The pandemic offers a profound example of the difference our perceptions make in how we behave, especially from a leadership perspective. How we understood what was happening led us to define what options to explore, plans to develop, and actions to take. Now, looking back at what we hope is an experience that is largely behind us, we can begin to see the difference our perceptions have made in the way we responded, managed, and even leveraged the experience for our organizations.


If we perceived the pandemic as a temporary disruption, we were more likely to put in place temporary structures and strategies to help everyone survive until normalcy returned and old processes and practices could be reinstated. On the other hand, if we saw the pandemic as a break from normalcy that offered opportunities to develop, test, and apply new ideas and approaches, this was a time of excitement, flexibility, and learning. It was a time to grow, accelerate change, and build a new normal.

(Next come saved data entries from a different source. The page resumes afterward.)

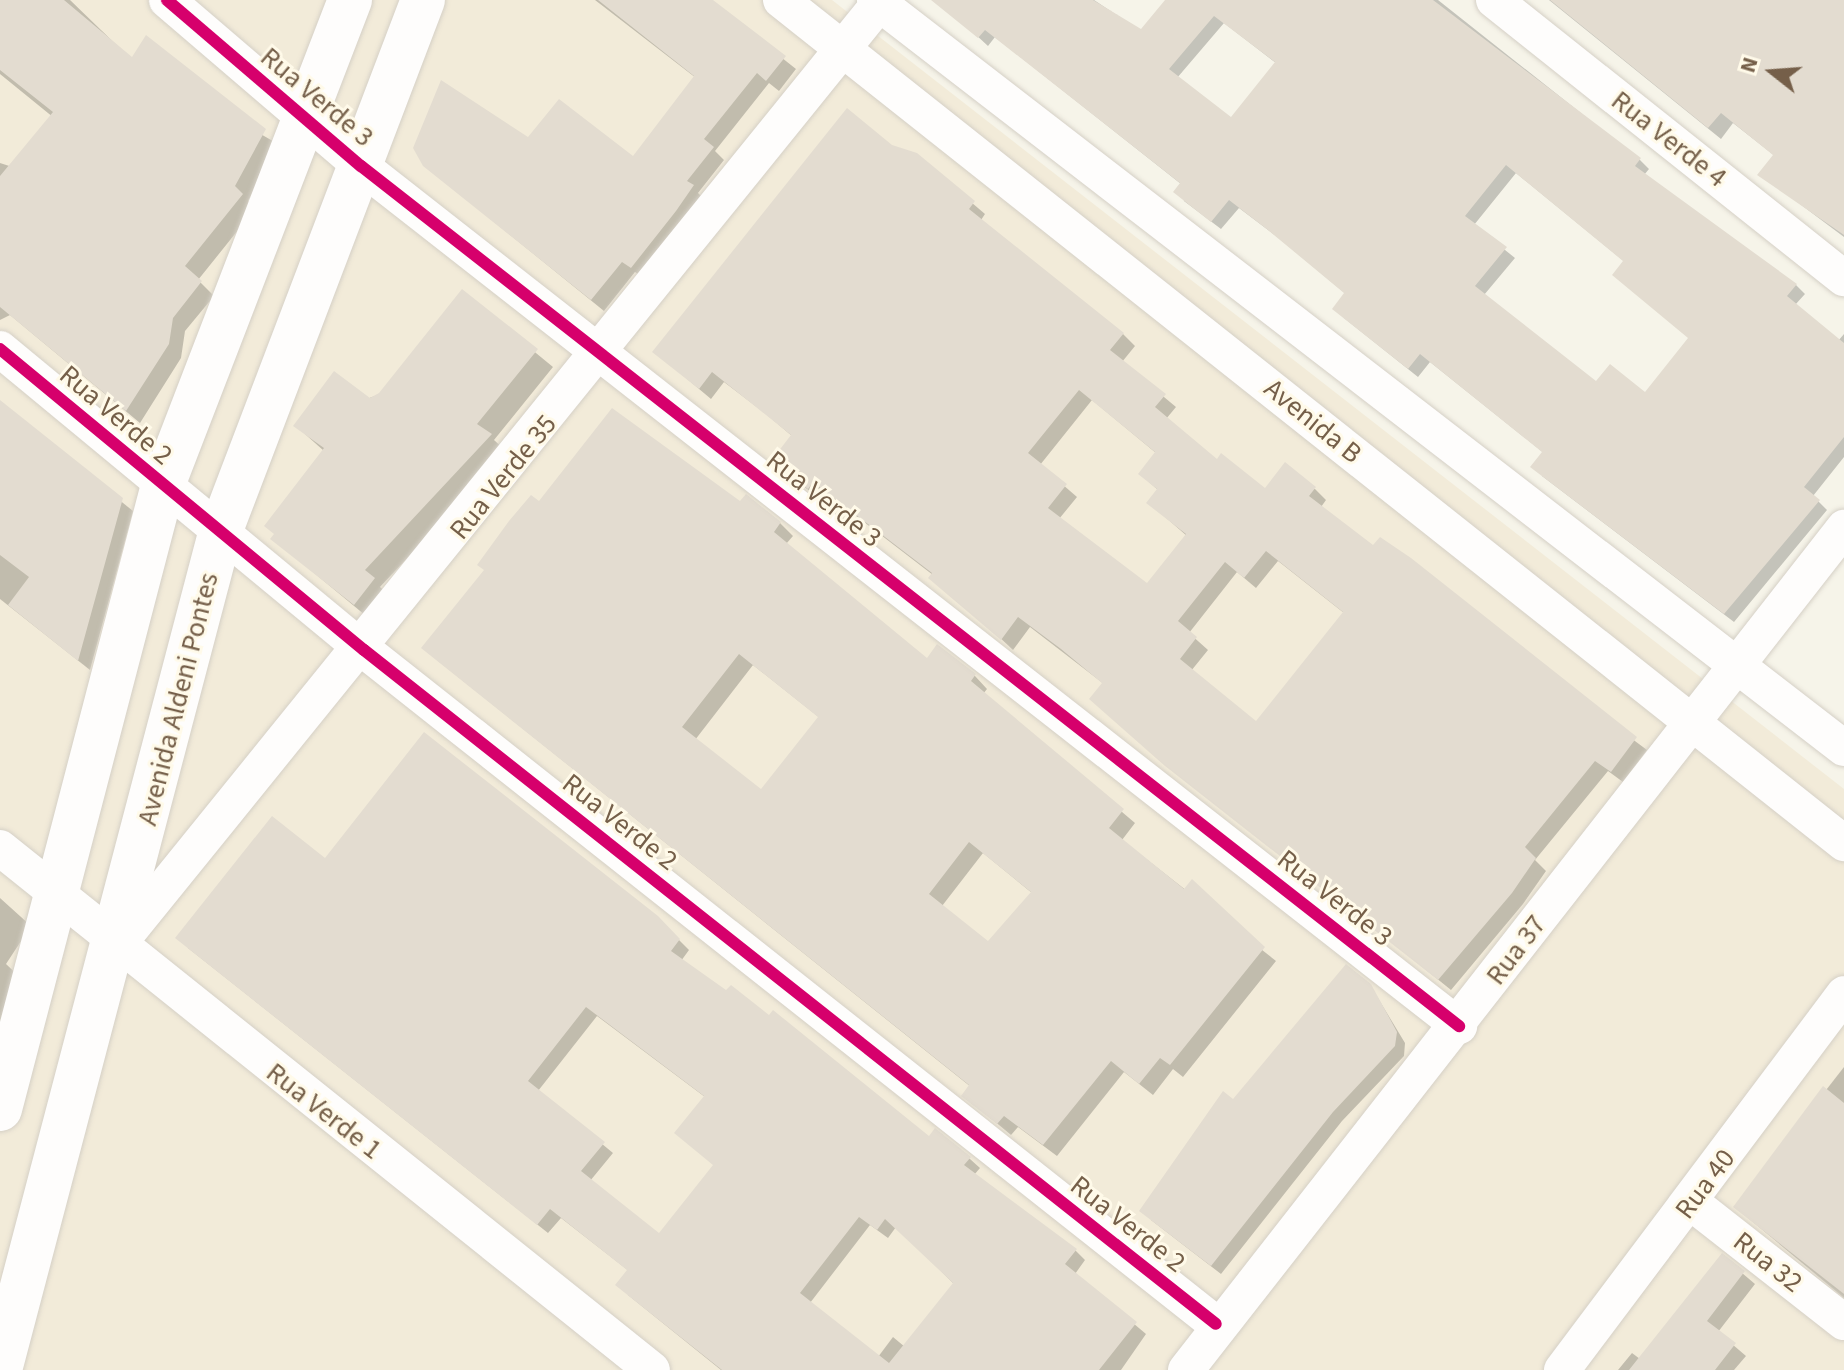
<!DOCTYPE html>
<style>
body{margin:0}
#map{position:relative;width:1844px;height:1370px;overflow:hidden;background:#f6f4e9;font-family:"Source Sans 3",sans-serif}
div>[style]{position:absolute}
.residential>*{inset:0;background:#f2ebd9}
.shadow>*{inset:0;background:#0003}
.building>*{inset:0;background:#e3dcd0}
.roads{filter:drop-shadow(0 0 2px #d5d0c6) drop-shadow(0 0 2px #d5d0c6)}
.minor>*{height:36px;margin:-18px;padding:0 18px;transform-origin:18px;border-radius:18px;background:#fefdfc}
.secondary>*{height:44px;margin:-22px;padding:0 22px;transform-origin:22px;border-radius:22px;background:#fefdfc}
.cycleway>*{height:12px;margin:-6px;padding:0 6px;transform-origin:6px;border-radius:6px;background:#d6006c}
span{translate:-50% -50%;white-space:nowrap;text-align:center;line-height:1.15;-webkit-text-stroke:6px #fffae9;paint-order:stroke}
.street-label{font-size:28px;color:#755f49}
.north{position:absolute;left:1732px;top:32px;width:80px;height:80px;-webkit-text-stroke:6px #fffae9;paint-order:stroke;rotate:287deg;font-size:22px;font-weight:700;line-height:32px;text-align:center;color:#755f49}
.north::after{content:'';display:block;margin:auto;width:28px;height:36px;background:#755f49;clip-path:polygon(50% 0,100% 100%,50% 72%,0 100%)}
</style>
<div id="map">
<div class="residential">
<div style="clip-path:polygon(0 0,832px 0,1844px 789px,1844px 1370px,0 1370px)"></div>
</div>
<div class="shadow">
<div style="clip-path:polygon(0 0,70px 0,132px 60px,278px 144px,248px 201px,255px 209px,198px 280px,214px 296px,185px 331px,181px 358px,140px 423px,10px 315px,0 320px,0 163px,182px 222px,0 74px)"></div>
<div style="clip-path:polygon(595px 0,709px 0,796px 69px,779px 91px,769px 83px,715px 151px,724px 160px,698px 193px,704px 199px,644px 278px,635px 272px,604px 311px,424px 165px,529px 140px,634px 159px,696px 78px)"></div>
<div style="clip-path:polygon(evenodd,938px 0,1094px 0,1142px 32px,1168px 0,1438px 0,1640px 160px,1649px 169px,1644px 175px,1796px 285px,1805px 294px,1795px 305px,1838px 341px,1844px 334px,1844px 457px,1813px 496px,1827px 510px,1734px 622px,1542px 476px,1544px 453px,1430px 362px,1418px 377px,1344px 318px,1346px 294px,1280px 239px,1239px 208px,1221px 229px,1184px 201px,1181px 184px,995px 37px,988px 46px,938px 0,1224px 23px,1276px 63px,1232px 120px,1177px 78px,1224px 23px,938px 0,1516px 173px,1625px 262px,1690px 338px,1645px 394px,1596px 384px,1484px 295px,1515px 258px,1474px 225px,1516px 173px)"></div>
<div style="clip-path:polygon(1549px 0,1844px 0,1844px 237px,1760px 174px,1775px 156px,1733px 123px,1721px 139px)"></div>
<div style="clip-path:polygon(evenodd,891px 147px,916px 155px,985px 214px,981px 220px,1123px 334px,1135px 346px,1122px 362px,1176px 407px,1166px 419px,1217px 462px,1265px 491px,1315px 489px,1326px 500px,1321px 507px,1647px 750px,1623px 782px,1608px 771px,1535px 860px,1546px 871px,1523px 904px,1451px 990px,1103px 710px,1104px 684px,1030px 627px,1013px 650px,933px 575px,825px 492px,820px 499px,785px 472px,774px 460px,792px 436px,766px 414px,724px 382px,711px 399px,655px 352px,891px 147px,1092px 400px,1156px 453px,1140px 474px,1158px 490px,1149px 503px,1187px 536px,1148px 586px,1059px 519px,1077px 497px,1040px 465px,1092px 400px,891px 147px,1278px 561px,1344px 613px,1256px 724px,1191px 671px,1208px 650px,1189px 633px,1237px 572px,1256px 588px,1278px 561px)"></div>
<div style="clip-path:polygon(462px 292px,553px 367px,494px 440px,507px 452px,380px 587px,390px 596px,371px 620px,273px 539px,324px 451px,296px 426px,380px 394px)"></div>
<div style="clip-path:polygon(0 404px,133px 511px,90px 670px,0 599px)"></div>
<div style="clip-path:polygon(evenodd,540px 504px,740px 504px,780px 523px,793px 536px,786px 544px,927px 660px,938px 647px,975px 676px,987px 689px,983px 694px,1135px 823px,1122px 840px,1276px 961px,1183px 1077px,1173px 1069px,1153px 1095px,1124px 1072px,1057px 1156px,1018px 1127px,1011px 1135px,964px 1096px,971px 1087px,437px 660px,540px 504px,753px 665px,820px 718px,761px 792px,695px 740px,753px 665px,540px 504px,983px 853px,1032px 893px,989px 944px,942px 906px,983px 853px)"></div>
<div style="clip-path:polygon(evenodd,326px 861px,656px 917px,689px 950px,681px 961px,929px 1139px,935px 1131px,970px 1159px,980px 1168px,974px 1175px,1075px 1250px,1085px 1260px,1075px 1274px,1146px 1334px,1121px 1370px,721px 1370px,628px 1295px,629px 1271px,561px 1218px,548px 1233px,188px 948px,326px 861px,597px 1016px,705px 1097px,677px 1133px,715px 1166px,659px 1236px,590px 1181px,613px 1153px,538px 1091px,597px 1016px,326px 861px,870px 1225px,888px 1238px,896px 1227px,954px 1284px,905px 1347px,893px 1337px,878px 1357px,810px 1303px,870px 1225px)"></div>
<div style="clip-path:polygon(0 898px,31px 926px,6px 964px,23px 980px,0 1061px)"></div>
<div style="clip-path:polygon(1370px 985px,1405px 1043px,1404px 1056px,1342px 1121px,1221px 1274px,1151px 1220px,1233px 1101px)"></div>
<div style="clip-path:polygon(1844px 1067px,1844px 1298px,1735px 1207px)"></div>
<div style="clip-path:polygon(1722px 1256px,1755px 1284px,1718px 1332px,1746px 1356px,1734px 1370px,1618px 1370px,1632px 1353px,1640px 1359px)"></div>
</div>
<div class="building">
<div style="clip-path:polygon(0 0,64px 0,132px 57px,146px 35px,266px 129px,235px 186px,243px 194px,185px 266px,202px 281px,173px 318px,169px 344px,126px 411px,0 307px,0 176px,53px 112px,0 70px)"></div>
<div style="clip-path:polygon(598px 0,713px 0,786px 56px,766px 81px,757px 73px,704px 139px,714px 147px,687px 181px,694px 185px,676px 211px,631px 268px,622px 262px,591px 300px,423px 166px,413px 148px,441px 80px,528px 137px,559px 99px,633px 156px,694px 76px)"></div>
<div style="clip-path:polygon(evenodd,931px 0,1093px 0,1141px 29px,1165px 0,1433px 0,1641px 158px,1635px 166px,1797px 284px,1787px 296px,1844px 343px,1844px 437px,1804px 487px,1820px 500px,1724px 614px,1530px 467px,1542px 452px,1420px 354px,1408px 369px,1332px 309px,1344px 293px,1268px 230px,1229px 200px,1211px 222px,1173px 192px,1180px 183px,985px 30px,978px 38px,931px 0,1214px 16px,1275px 62px,1231px 117px,1169px 69px,1214px 16px,931px 0,1506px 165px,1623px 261px,1612px 275px,1688px 338px,1645px 392px,1610px 364px,1596px 381px,1475px 286px,1507px 247px,1465px 216px,1506px 165px)"></div>
<div style="clip-path:polygon(1550px 0,1844px 0,1844px 235px,1757px 175px,1773px 155px,1721px 113px,1708px 128px)"></div>
<div style="clip-path:polygon(evenodd,847px 108px,892px 145px,917px 153px,975px 201px,969px 209px,1124px 333px,1110px 350px,1166px 394px,1155px 407px,1217px 459px,1221px 453px,1265px 488px,1285px 462px,1316px 487px,1309px 496px,1373px 545px,1380px 537px,1411px 558px,1637px 737px,1611px 772px,1595px 761px,1525px 847px,1536px 858px,1512px 893px,1438px 980px,1165px 766px,1089px 699px,1102px 683px,1061px 649px,1018px 617px,1001px 640px,928px 578px,932px 573px,813px 482px,808px 489px,771px 461px,791px 435px,751px 403px,712px 372px,699px 389px,652px 352px,847px 108px,1079px 390px,1155px 452px,1138px 474px,1157px 489px,1146px 503px,1186px 534px,1147px 583px,1048px 508px,1067px 484px,1028px 453px,1079px 390px,847px 108px,1266px 551px,1343px 612px,1256px 721px,1180px 659px,1197px 637px,1178px 621px,1225px 562px,1244px 578px,1266px 551px)"></div>
<div style="clip-path:polygon(462px 289px,538px 349px,477px 424px,492px 434px,365px 570px,375px 578px,354px 605px,270px 539px,274px 534px,264px 526px,324px 448px,293px 426px,334px 371px,370px 398px,379px 393px)"></div>
<div style="clip-path:polygon(0 400px,123px 498px,78px 661px,8px 605px,29px 577px,0 555px)"></div>
<div style="clip-path:polygon(evenodd,612px 408px,740px 501px,746px 494px,781px 522px,774px 532px,927px 658px,937px 644px,976px 674px,971px 681px,1124px 809px,1109px 828px,1184px 889px,1192px 879px,1265px 947px,1170px 1065px,1160px 1058px,1139px 1084px,1111px 1061px,1043px 1145px,1004px 1116px,997px 1124px,961px 1096px,969px 1085px,421px 648px,484px 570px,477px 565px,509px 521px,531px 495px,539px 501px,612px 408px,739px 654px,818px 717px,761px 789px,682px 727px,739px 654px,612px 408px,969px 842px,1031px 892px,988px 941px,929px 894px,969px 842px)"></div>
<div style="clip-path:polygon(evenodd,424px 732px,658px 916px,680px 939px,671px 951px,726px 990px,731px 985px,769px 1015px,773px 1010px,929px 1136px,935px 1128px,971px 1157px,964px 1165px,1077px 1249px,1065px 1264px,1137px 1322px,1099px 1370px,722px 1370px,615px 1285px,627px 1270px,550px 1209px,537px 1225px,175px 938px,272px 816px,325px 858px,424px 732px,586px 1007px,704px 1096px,674px 1133px,713px 1165px,659px 1233px,581px 1171px,605px 1142px,528px 1081px,586px 1007px,424px 732px,859px 1217px,877px 1230px,885px 1219px,953px 1283px,889px 1363px,800px 1293px,859px 1217px)"></div>
<div style="clip-path:polygon(1346px 964px,1371px 984px,1397px 1032px,1395px 1046px,1333px 1112px,1211px 1266px,1139px 1211px,1223px 1091px,1233px 1099px)"></div>
<div style="clip-path:polygon(1823px 1086px,1844px 1103px,1844px 1294px,1733px 1207px)"></div>
<div style="clip-path:polygon(1722px 1253px,1745px 1271px,1707px 1321px,1736px 1343px,1715px 1370px,1629px 1370px)"></div>
</div>
<div class="roads">
<div class="minor">
<div style="left:167px;top:0;width:255px;rotate:40.6deg"></div>
<div style="left:361px;top:166px;width:1395px;rotate:38.07deg"></div>
<div style="left:781px;top:0;width:1357px;rotate:38.42deg"></div>
<div style="left:875px;top:0;width:1224px;rotate:37.67deg"></div>
<div style="left:1494px;top:0;width:447px;rotate:38.5deg"></div>
<div style="left:0;top:349px;width:472px;rotate:39.6deg"></div>
<div style="left:364px;top:650px;width:1086px;rotate:38.35deg"></div>
<div style="left:0;top:848px;width:835px;rotate:38.68deg"></div>
<div style="left:116px;top:947px;width:1218px;rotate:-51.03deg"></div>
<div style="left:1692px;top:1203px;width:193px;rotate:38.1deg"></div>
<div style="left:1186px;top:1370px;width:1069px;rotate:-51.99deg"></div>
<div style="left:1562px;top:1370px;width:470px;rotate:-53.1deg"></div>
</div>
<div class="secondary">
<div style="left:0;top:1109px;width:645px;rotate:-75.36deg"></div>
<div style="left:163px;top:485px;width:520px;rotate:-68.92deg"></div>
<div style="left:0;top:1370px;width:869px;rotate:-75.26deg"></div>
<div style="left:221px;top:530px;width:567px;rotate:-69.14deg"></div>
</div>
</div>
<div class="cycleway">
<div style="left:167px;top:0;width:255px;rotate:40.6deg"></div>
<div style="left:361px;top:166px;width:1395px;rotate:38.07deg"></div>
<div style="left:0;top:349px;width:472px;rotate:39.6deg"></div>
<div style="left:364px;top:650px;width:1086px;rotate:38.35deg"></div>
</div>
<div class="street-label">
<span style="left:317px;top:97px;rotate:40deg">Rua Verde 3</span>
<span style="left:1669px;top:139px;rotate:38deg">Rua Verde 4</span>
<span style="left:116px;top:415px;rotate:40deg">Rua Verde 2</span>
<span style="left:1313px;top:421px;rotate:39deg">Avenida B</span>
<span style="left:503px;top:477px;rotate:-51deg">Rua Verde 35</span>
<span style="left:824px;top:499px;rotate:38deg">Rua Verde 3</span>
<span style="left:178px;top:699px;rotate:-76deg">Avenida Aldeni Pontes</span>
<span style="left:620px;top:822px;rotate:38deg">Rua Verde 2</span>
<span style="left:1335px;top:898px;rotate:38deg">Rua Verde 3</span>
<span style="left:1516px;top:950px;rotate:-53deg">Rua 37</span>
<span style="left:324px;top:1111px;rotate:38deg">Rua Verde 1</span>
<span style="left:1705px;top:1184px;rotate:-53deg">Rua 40</span>
<span style="left:1128px;top:1224px;rotate:38deg">Rua Verde 2</span>
<span style="left:1768px;top:1262px;rotate:38deg">Rua 32</span>
</div>
<div class="north">N</div>
</div>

Seeing the pandemic as a temporary distraction likely meant that our leadership focused on making accommodations for needs, challenges, and expectations only to the extent they were demanded. If we understood the pandemic as a challenge to be met, we focused our communication and actions on imagining, innovating, and creating practices and approaches that would continue to serve the needs of learners well after the pandemic has passed. Our energy was given to getting better, not just getting through.


Similarly, if we viewed the situation as something to survive, requests to set aside traditions and long-standing structures and practices may have been granted as temporary waivers that would expire at the end of the pandemic. Conversely, if we saw the needs for change as reasons to rethink and rework assumptions and traditions that may no longer serve as well as they once did, our response likely focused on how the changes could continue to serve learner and organizational needs into the future.


The consequences of these two perspectives continue to play out as we near the end of the pandemic and we are laying groundwork for what comes next. If we perceived the experience as a temporary disruption to survive, we can expect intense pressure to return to life as it was two years ago. Of course, there will also be expectations to return to much of what existed prior to the pandemic even if we treated the pandemic as an opportunity for reimagination and innovation. Still, we have available an array of new options, approaches, and strategies to improve learner experiences, enhance the work of teachers, and move the organization forward in ways not within reach two years ago.


To be clear, few of us viewed the pandemic exclusively as something to survive or an opportunity to be exploited. Regardless of our perspective on the pandemic experience, there remain opportunities to harvest what was learned and apply the lessons it taught us in ways that move our organizations forward. However, we need to move quickly in either case to identify, protect, and support implementation of these new practices and structures before systems re-calcify and change becomes even more difficult.

Thought for the Week

Simply pulling a strategy “off the shelf” or defaulting to the most recently read article or staff development session topic may not generate the results we seek.